Field of Science


Zinc? I just realized that we've been neglecting the possible role in DNA uptake of divalent cations, especially zinc.

There are lots of reasons why we shouldn't have. A paper discussing DNA's ability to deform under stress showed that addition of zinc allowed kinks to form. There's a whole family of DNA-binding proteins called zinc finger proteins, because zinc mediates an interaction between histidines in the protein and DNA. Some of the ancient (45 years old) classic papers about competence point out that divalent cations influence DNA uptake. And every beginning biochemist learns that divalent cations help proteins interact with DNA.

The standard medium for inducing competence (which we also use for assaying DNA uptake and transformation), contains Mg++ and Ca++. The ingredients list doesn't include zinc, but it may be present as a contaminant, and variation in the level of contamination might even explain the long-term variations we see in transformation frequency. And it should be easy to test - just supplement the usual DNA-uptake solution with different amounts of a zinc salt or the zinc-chelating amino acid histidine. We have a couple of grams of histidine on the shelf, and for some reason a whole kg of ZnSO4. And it's high time I got back into the lab and did an experiment.

Experiment plan for tomorrow:

I think I have lots of competent cells in the freezer. Oops, no I don't, so I will need to grow some wildtype cells and make them competent. We have lots of DNA with a gene giving resistance to the antibiotic novobiocin, to use for the transformations. I'll need to make some agar plates, both plain sBHI (the usual nutrients) and with novobiocin added to select for my transformants.

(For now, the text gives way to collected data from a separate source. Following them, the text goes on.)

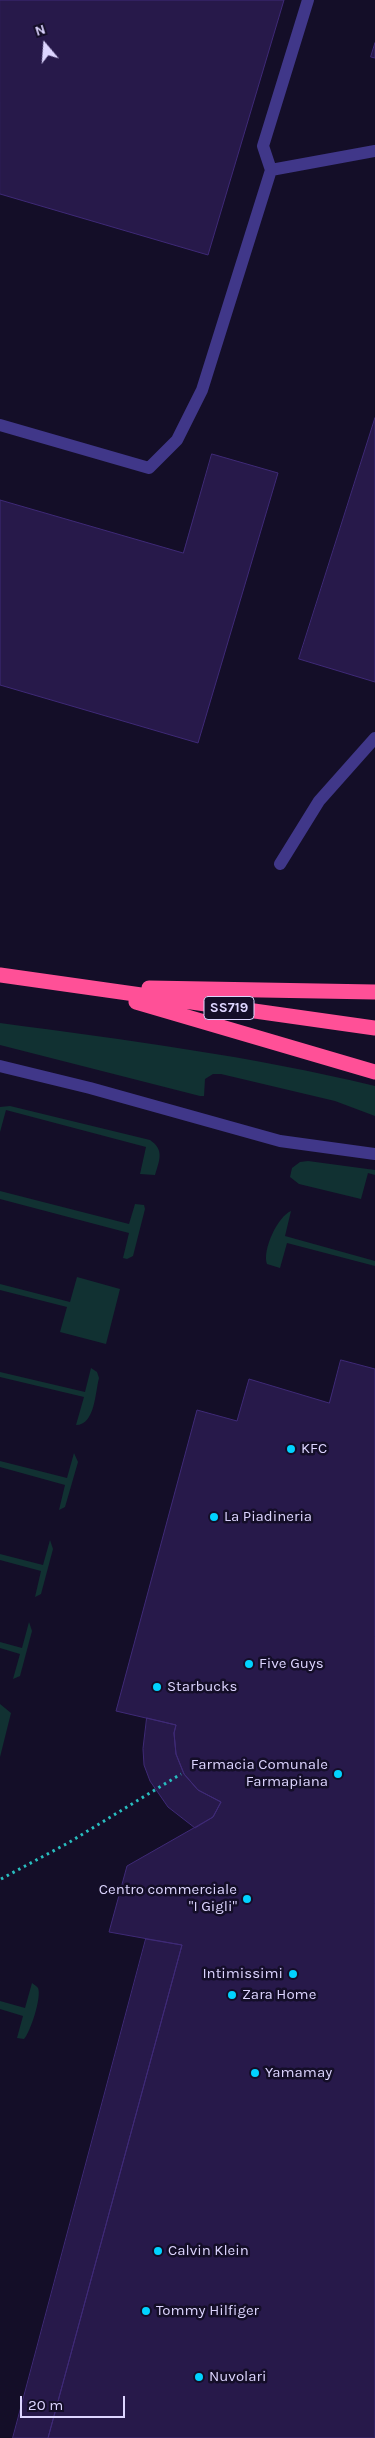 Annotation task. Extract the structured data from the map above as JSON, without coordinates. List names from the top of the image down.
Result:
{
  "streets": {
    "highway": ["SS719"]
  },
  "places": [
    "KFC",
    "La Piadineria",
    "Five Guys",
    "Starbucks",
    "Farmacia Comunale Farmapiana",
    "Centro commerciale \"I Gigli\"",
    "Intimissimi",
    "Zara Home",
    "Yamamay",
    "Calvin Klein",
    "Tommy Hilfiger",
    "Nuvolari"
  ],
  "scale_bar": "20 m",
  "north": "top"
} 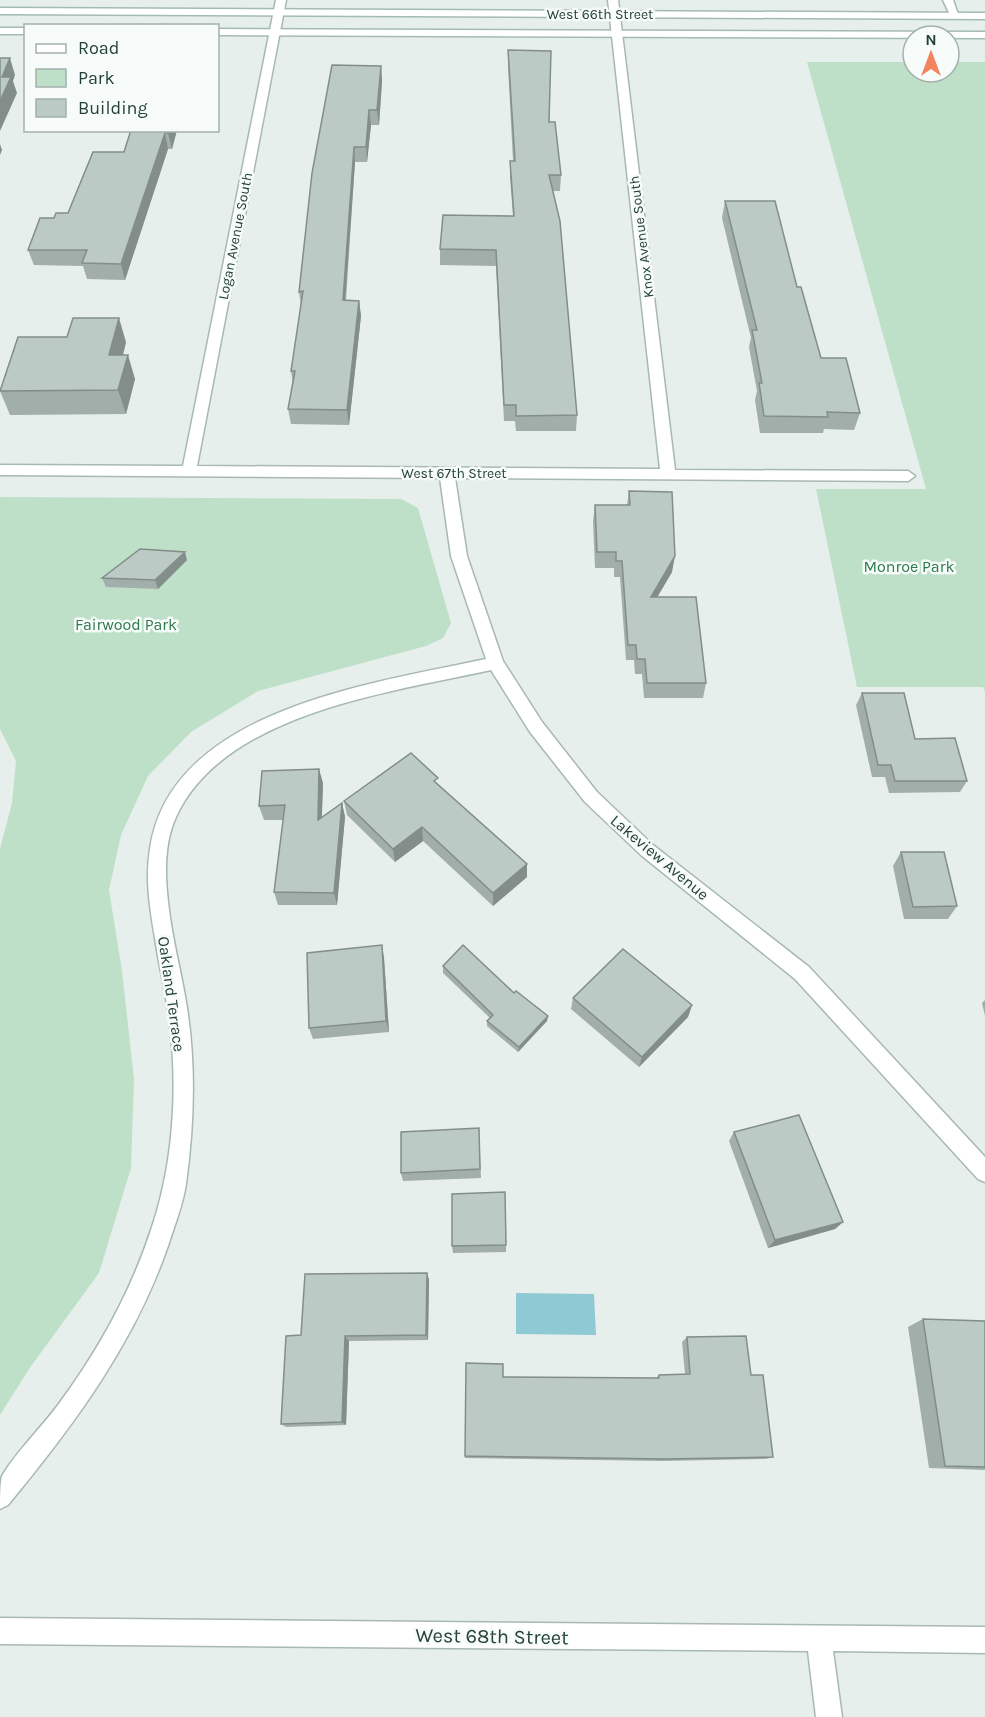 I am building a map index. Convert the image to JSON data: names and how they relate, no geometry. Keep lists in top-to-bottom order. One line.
{"streets":{"street":["West 66th Street","Logan Avenue South","Knox Avenue South","West 67th Street","Lakeview Avenue","Oakland Terrace","West 68th Street"]},"crossings":[["West 66th Street","Logan Avenue South"],["West 66th Street","Knox Avenue South"],["Logan Avenue South","West 67th Street"],["Knox Avenue South","West 67th Street"],["West 67th Street","Lakeview Avenue"],["Lakeview Avenue","Oakland Terrace"]],"parks":["Monroe Park","Fairwood Park"],"legend":["Road","Park","Building"],"north":"top"} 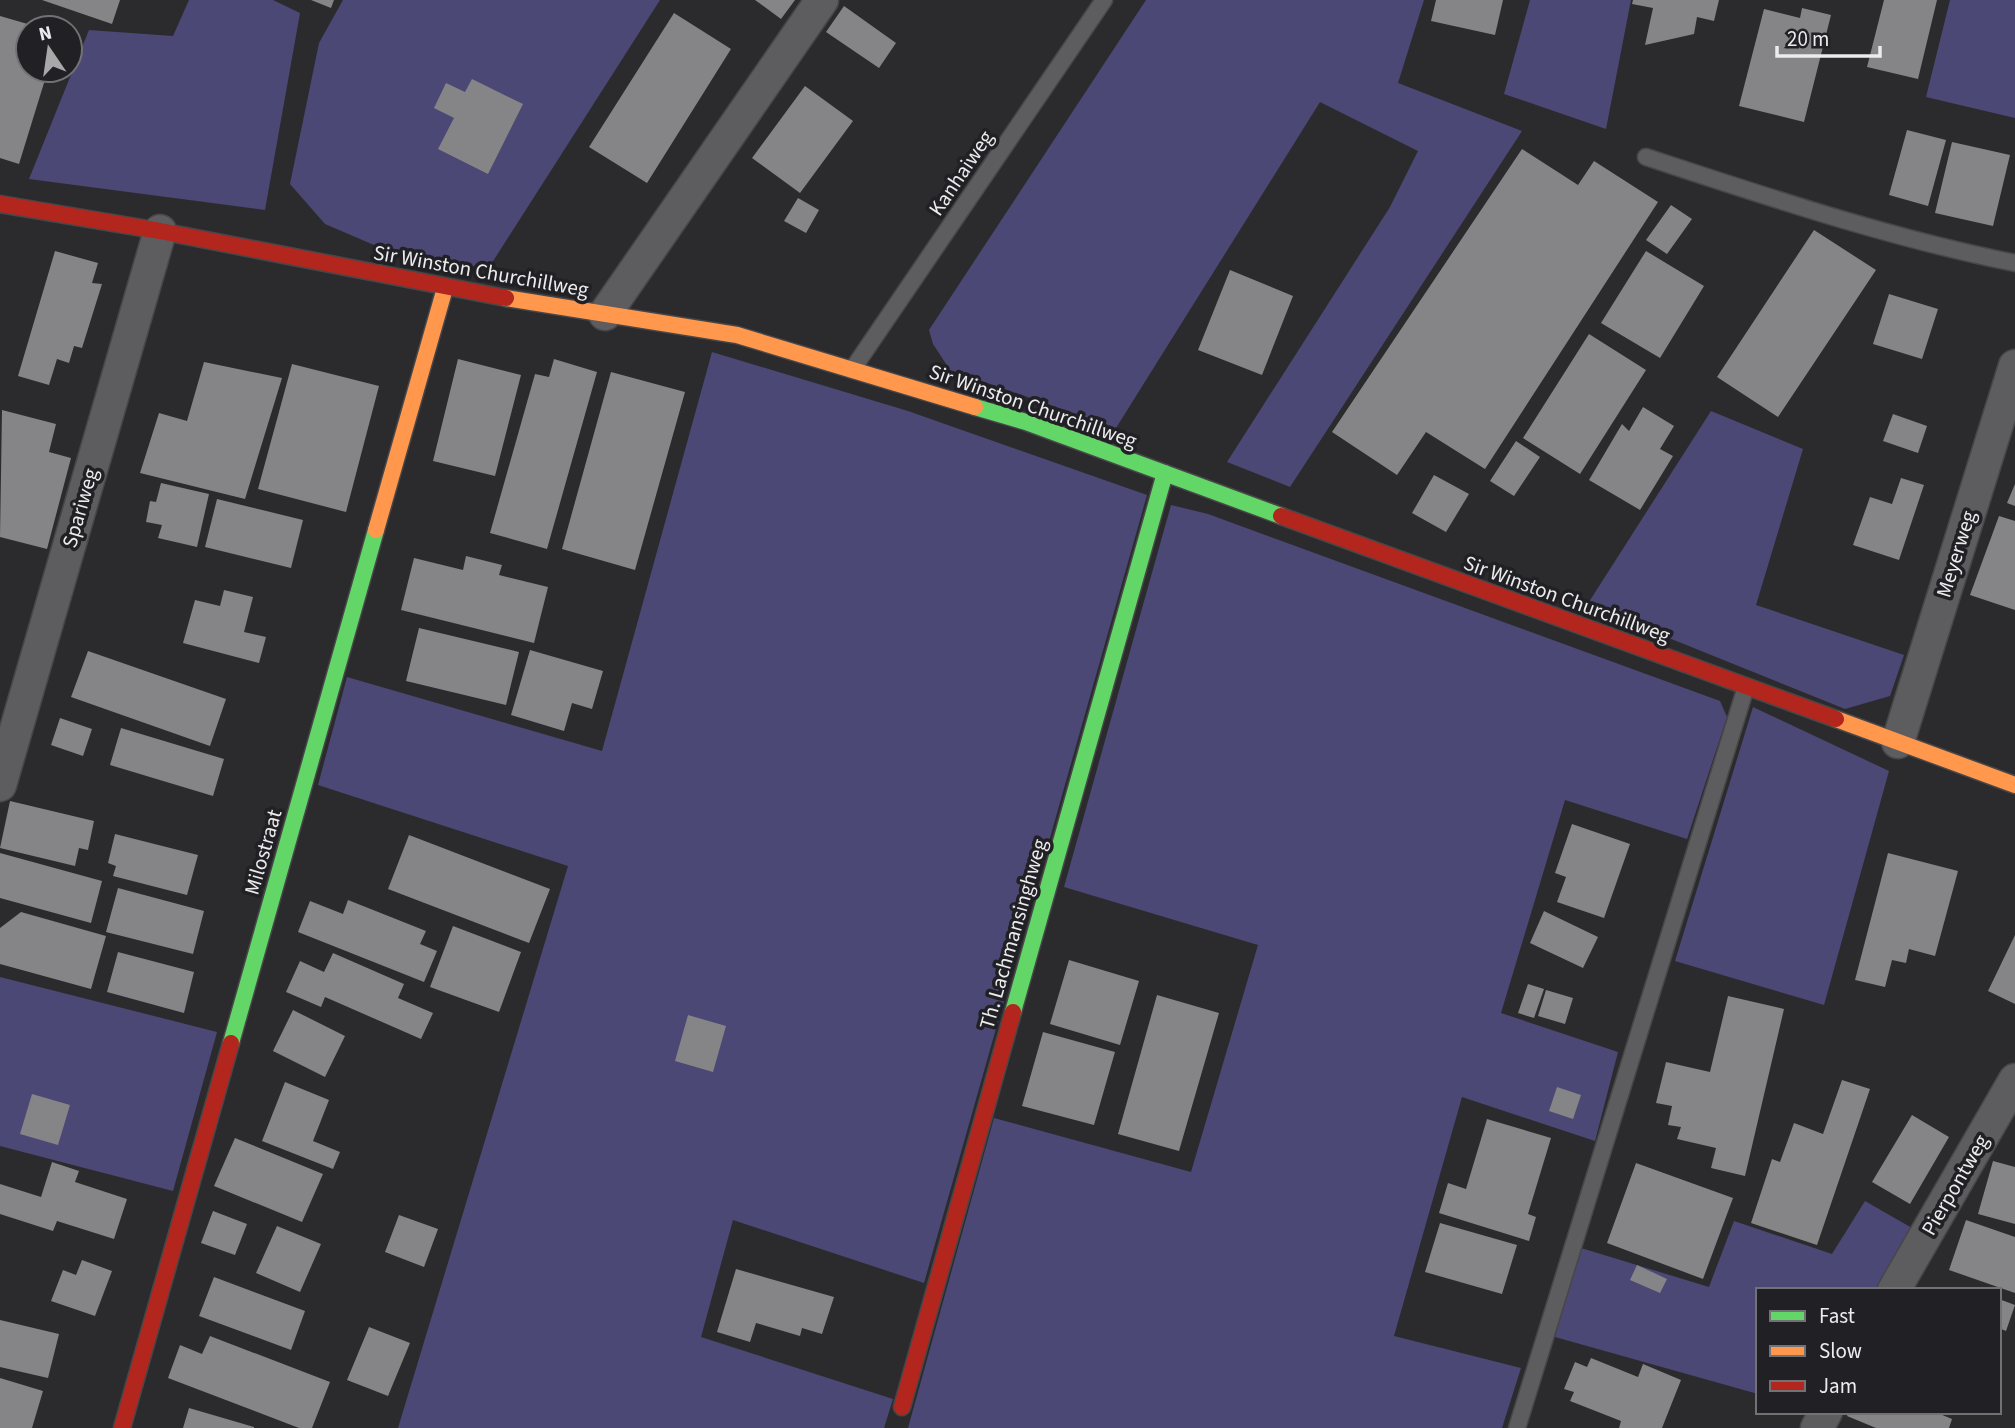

I'll need to make up solutions of ZnSO4 (50 ml of 100mM) and histidine (small volume of 100mM?) and filter-sterilize them. The zinc-kink paper used 1mM Zn, but said 0.1mM worked too, so I'll try both. Maybe I should try a wide range of values, in case too much zinc is as bad as too little. The standard competence solution contains a little bit of histidine (0.013mg/ml - at 210 grams/mole that's 0.062mM). I'll also try adding histidine at 0.1mM and 1mM.

If zinc does help cells take up DNA, I should see higher transformation frequencies when the uptake solution is supplemented with zinc, and/or lower transformation frequencies when it is supplemented with histidine. The 'and/or' is because I don't know whether the uptake solution already contains significant amounts of zinc.

This will be fine old-fashioned microbiology experiment, and I'm pretty sure I can do it in one day. It's the weekend so there shouldn't be a lot of interuptions.


  1. If the standard conditions contain Zn only as a contaminant, wouldn't 0.06mM His be enough to chelate it out? Alternatively, variations in contamination levels is a very appealing explanation for variations in results. That would indicate that the Zn contamination/His chelation "conflict" is fairly well-balanced, so that at least sometimes the Zn level is significant wrt uptake.

    I'm looking forward to the results!

  2. I agree that there's unlikely to be so much zinc that the histidine wouldn't chelate it out. But the experiment was so easy - it could have been done 50 years ago.

    The plates are in the incubator; I'll report the results tomorrow.